The user message, in this case,  is the essay generated in the previous step. We simply add the `mergesort_code` to the `reflection_chat_history`.

In [11]:
reflection_chat_history.append(
    {
        "role": "user",
        "content": mergesort_code
    }
)

Now, let's generate a critique to the Python code.

In [12]:
critique = client.chat.completions.create(
    messages=reflection_chat_history,
    model=model
).choices[0].message.content

In [13]:
display_markdown(critique, raw=True)

Your implementation of the Merge Sort algorithm is correct and well-structured. It follows the classic divide-and-conquer approach, and the code is clean and easy to understand. Here are some critiques and recommendations for potential improvements:

1. **In-place Merging (Optional):**
   - Your current implementation creates new lists during the merge process, which can consume additional memory.
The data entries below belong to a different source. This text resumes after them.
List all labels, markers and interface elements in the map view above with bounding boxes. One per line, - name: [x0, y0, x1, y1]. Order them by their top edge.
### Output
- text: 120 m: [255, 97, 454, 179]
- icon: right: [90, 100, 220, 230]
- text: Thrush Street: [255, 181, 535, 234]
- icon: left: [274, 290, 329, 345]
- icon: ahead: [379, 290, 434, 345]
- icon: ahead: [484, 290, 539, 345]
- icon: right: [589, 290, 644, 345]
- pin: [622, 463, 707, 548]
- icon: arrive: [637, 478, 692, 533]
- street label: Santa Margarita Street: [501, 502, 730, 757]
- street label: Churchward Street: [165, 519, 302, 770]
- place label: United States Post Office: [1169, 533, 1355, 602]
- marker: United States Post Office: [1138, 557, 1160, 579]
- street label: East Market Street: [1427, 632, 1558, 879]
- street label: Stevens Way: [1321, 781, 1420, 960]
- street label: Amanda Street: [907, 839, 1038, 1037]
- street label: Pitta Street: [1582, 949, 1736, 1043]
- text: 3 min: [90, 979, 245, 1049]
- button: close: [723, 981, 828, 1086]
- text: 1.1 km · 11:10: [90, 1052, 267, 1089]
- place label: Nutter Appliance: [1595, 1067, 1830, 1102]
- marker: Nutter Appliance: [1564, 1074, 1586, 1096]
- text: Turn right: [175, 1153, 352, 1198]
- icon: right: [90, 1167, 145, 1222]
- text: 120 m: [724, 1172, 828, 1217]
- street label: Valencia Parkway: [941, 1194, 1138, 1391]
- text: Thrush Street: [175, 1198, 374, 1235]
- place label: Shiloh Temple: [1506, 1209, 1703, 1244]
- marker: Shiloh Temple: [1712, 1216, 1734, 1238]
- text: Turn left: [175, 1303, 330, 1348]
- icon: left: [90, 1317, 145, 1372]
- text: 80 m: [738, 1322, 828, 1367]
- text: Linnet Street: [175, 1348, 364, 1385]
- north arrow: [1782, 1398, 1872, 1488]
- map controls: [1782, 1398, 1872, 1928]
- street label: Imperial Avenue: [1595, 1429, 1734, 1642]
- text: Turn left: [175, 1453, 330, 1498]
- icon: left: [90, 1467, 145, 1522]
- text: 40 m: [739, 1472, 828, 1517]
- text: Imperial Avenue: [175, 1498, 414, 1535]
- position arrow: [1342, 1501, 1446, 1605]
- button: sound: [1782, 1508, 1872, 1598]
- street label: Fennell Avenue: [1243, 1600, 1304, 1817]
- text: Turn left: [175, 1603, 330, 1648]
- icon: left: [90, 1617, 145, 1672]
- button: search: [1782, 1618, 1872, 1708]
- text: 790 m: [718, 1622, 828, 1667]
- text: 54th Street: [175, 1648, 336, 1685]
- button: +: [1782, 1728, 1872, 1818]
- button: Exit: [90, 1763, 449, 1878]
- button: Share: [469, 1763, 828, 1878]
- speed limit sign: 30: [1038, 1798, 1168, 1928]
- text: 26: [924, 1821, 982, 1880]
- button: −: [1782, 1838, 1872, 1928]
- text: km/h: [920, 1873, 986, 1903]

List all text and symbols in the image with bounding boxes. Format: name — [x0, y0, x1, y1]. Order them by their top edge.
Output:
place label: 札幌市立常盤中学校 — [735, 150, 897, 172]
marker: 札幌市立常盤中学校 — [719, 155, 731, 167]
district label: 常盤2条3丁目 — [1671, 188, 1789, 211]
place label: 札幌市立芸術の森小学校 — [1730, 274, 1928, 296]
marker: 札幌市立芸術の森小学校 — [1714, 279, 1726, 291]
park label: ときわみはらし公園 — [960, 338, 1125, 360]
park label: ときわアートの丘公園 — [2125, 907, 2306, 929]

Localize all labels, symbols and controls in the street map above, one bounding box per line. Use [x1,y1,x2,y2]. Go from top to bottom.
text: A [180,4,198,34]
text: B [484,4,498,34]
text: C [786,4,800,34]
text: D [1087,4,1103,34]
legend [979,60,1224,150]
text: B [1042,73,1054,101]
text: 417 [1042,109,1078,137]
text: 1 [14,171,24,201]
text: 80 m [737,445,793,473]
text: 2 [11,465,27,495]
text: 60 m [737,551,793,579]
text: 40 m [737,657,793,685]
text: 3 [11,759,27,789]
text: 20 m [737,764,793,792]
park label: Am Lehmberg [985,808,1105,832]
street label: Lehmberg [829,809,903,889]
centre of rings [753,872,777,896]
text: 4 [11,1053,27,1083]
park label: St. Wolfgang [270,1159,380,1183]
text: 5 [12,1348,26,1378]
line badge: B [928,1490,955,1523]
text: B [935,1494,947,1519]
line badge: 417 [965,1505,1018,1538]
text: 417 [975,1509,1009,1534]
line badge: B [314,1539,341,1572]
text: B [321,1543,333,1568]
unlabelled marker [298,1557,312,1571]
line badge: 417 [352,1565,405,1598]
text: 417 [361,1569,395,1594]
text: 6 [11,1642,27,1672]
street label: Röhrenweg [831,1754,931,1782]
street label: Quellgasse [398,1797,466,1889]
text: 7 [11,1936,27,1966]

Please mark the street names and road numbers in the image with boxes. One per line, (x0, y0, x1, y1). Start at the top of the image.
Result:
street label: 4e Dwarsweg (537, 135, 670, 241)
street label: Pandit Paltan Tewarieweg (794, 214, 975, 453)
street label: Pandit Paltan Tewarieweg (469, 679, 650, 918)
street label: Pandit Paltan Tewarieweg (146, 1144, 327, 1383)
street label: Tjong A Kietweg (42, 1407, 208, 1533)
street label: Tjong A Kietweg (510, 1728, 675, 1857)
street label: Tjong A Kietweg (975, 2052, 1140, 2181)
Although this aligns with the standard merge sort where extra space is used, you can explore in-place sorting techniques to reduce space complexity at the cost of increased algorithm complexity.

2. **Naming Convention:**
   - Your naming conventions are clear, but you might consider even more descriptive names, such as `merge_sort_helper` instead of `merge` to differentiate it more from the sorting function itself.

3. **Edge Cases:**
   - While you've handled arrays with zero or one element nicely, ensure that the implementation behaves correctly with edge cases like arrays where all elements are the same, or arrays that are already sorted.
  
4. **Performance Measurement:**
   - For practical applications, consider adding a timing mechanism around the calls to `merge_sort` to measure performance on real datasets, which could provide insights into efficiency.
  
5. **Documentation:**
   - Even though the code is relatively self-explanatory, adding docstrings to your functions would improve readability and maintainability, especially in larger projects. These should explain what each function does, its parameters, and what it returns.

6. **Unit Tests:**
   - Implement unit tests to verify your merge sort on various input scenarios. This helps ensure that bugs are identified and fixed before deployment or integration into larger systems.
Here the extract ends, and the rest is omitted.